LangMart: Mistral: Mistral Small 3
Model Overview
| Property | Value |
|---|---|
| Model ID | openrouter/mistralai/mistral-small-24b-instruct-2501 |
| Name | Mistral: Mistral Small 3 |
| Provider | mistralai |
| Released | 2025-01-30 |
Description
Mistral Small 3 is a 24B-parameter language model optimized for low-latency performance across common AI tasks. Released under the Apache 2.0 license, it features both pre-trained and instruction-tuned versions designed for efficient local deployment.

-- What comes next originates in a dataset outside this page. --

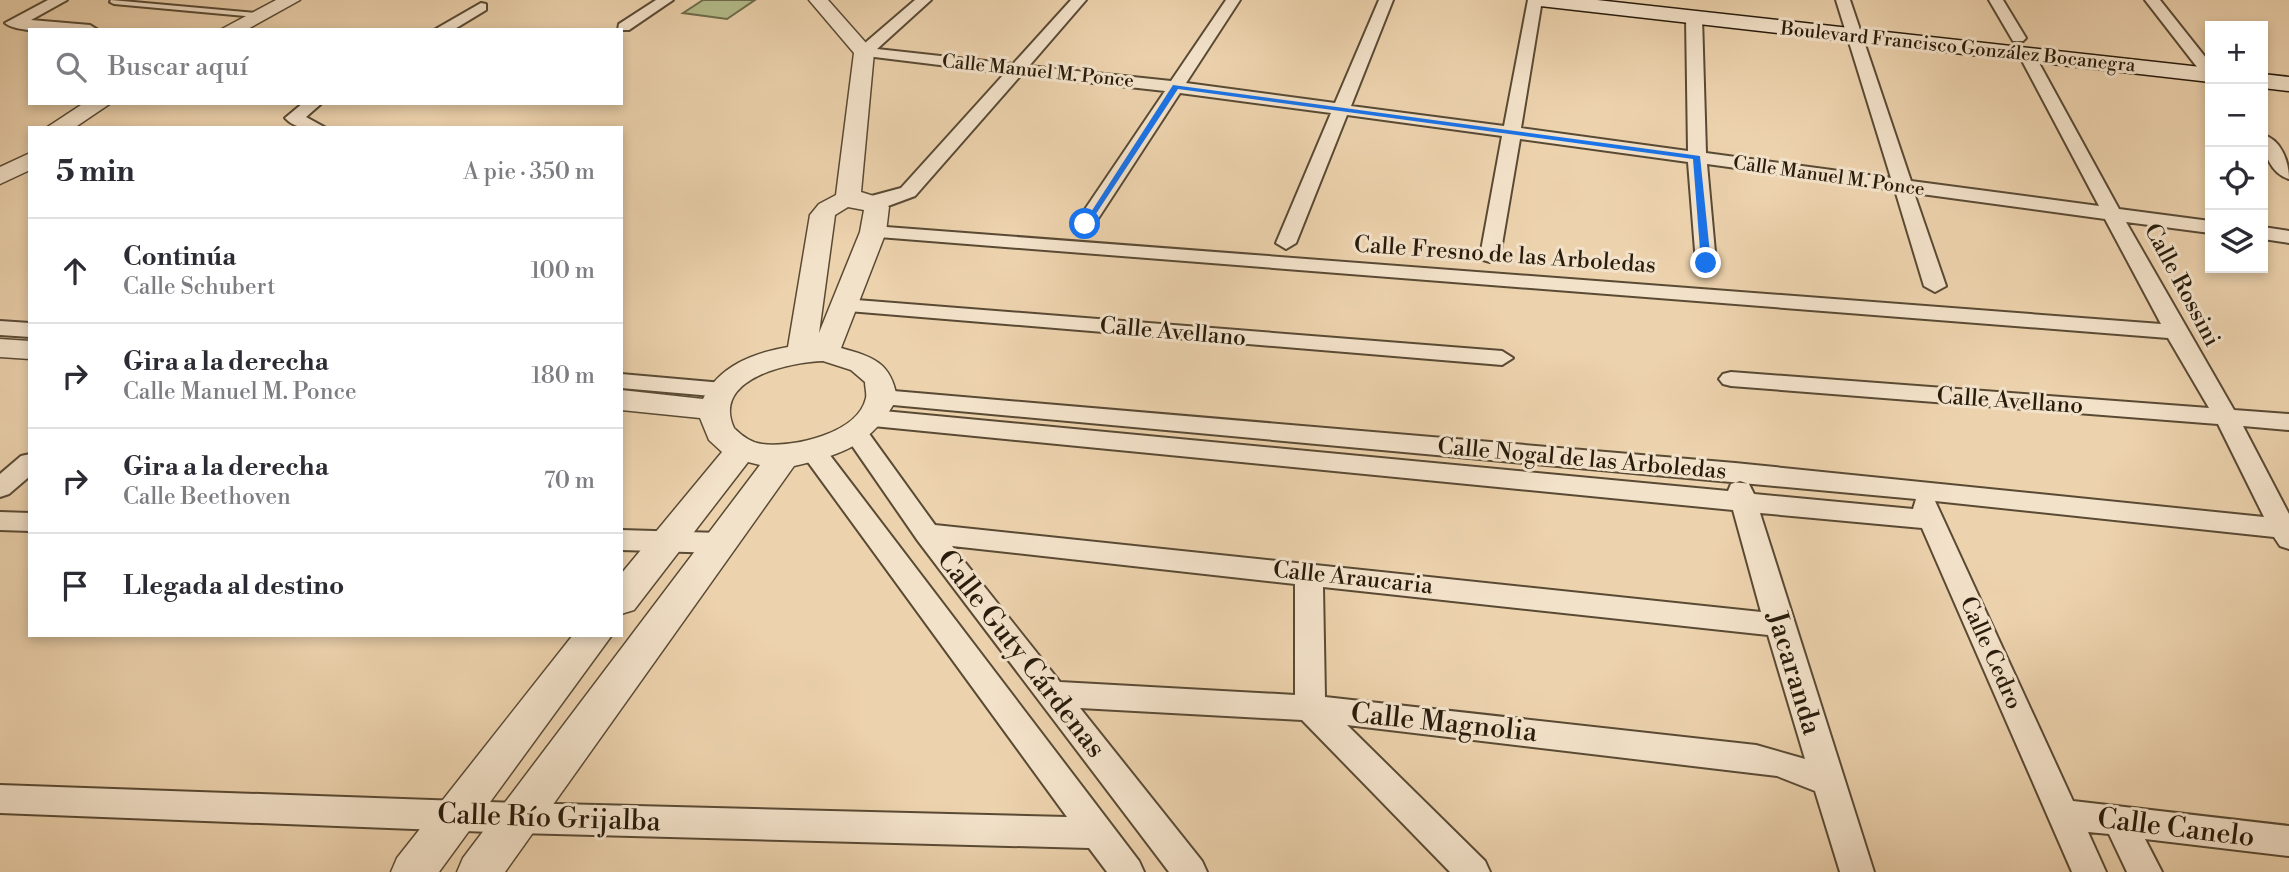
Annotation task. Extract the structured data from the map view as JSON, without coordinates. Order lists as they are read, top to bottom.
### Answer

The model achieves 81% accuracy on the MMLU benchmark and performs competitively with larger models like Llama 3.3 70B and Qwen 32B, while operating at three times the speed on equivalent hardware. Read the blog post about the model here.
Description
LangMart: Mistral: Mistral Small 3 is a language model provided by mistralai. This model offers advanced capabilities for natural language processing tasks.
Provider
mistralai
Specifications
| Spec | Value |
|---|---|
| Context Window | 32,768 tokens |
| Modalities | text->text |
| Input Modalities | text |
| Output Modalities | text |
Pricing
| Type | Price |
|---|---|
| Input | $0.03 per 1M tokens |
| Output | $0.11 per 1M tokens |
Capabilities
- Frequency penalty
- Logit bias
- Max tokens
- Min p
- Presence penalty
- Repetition penalty
- Response format
- Seed
- Stop
- Structured outputs
- Temperature
- Tool choice
- Tools
- Top k
- Top p
Detailed Analysis
Mistral Small 24B Instruct 2501 (January 2025) is a 24-billion parameter model achieving state-of-the-art performance comparable to models 3x its size through architectural innovations and advanced training. The model hits 81% on MMLU benchmark, performing competitively with Llama 3.3 70B and Qwen 32B while operating at 3x the speed. This efficiency breakthrough enables high-quality AI at dramatically lower computational cost. Mistral Small 2501 excels at fast-response conversational agents requiring intelligence without latency, low-latency function calling for real-time tool integration, cost-optimized text generation maintaining quality standards, and applications where model efficiency directly impacts user experience. The 24B size represents an optimal efficiency frontier - significantly more capable than 7B models while remaining deployable on single high-end GPUs. The January 2025 release incorporates latest training techniques, ensuring the model handles 2025 knowledge, modern language patterns, and current events.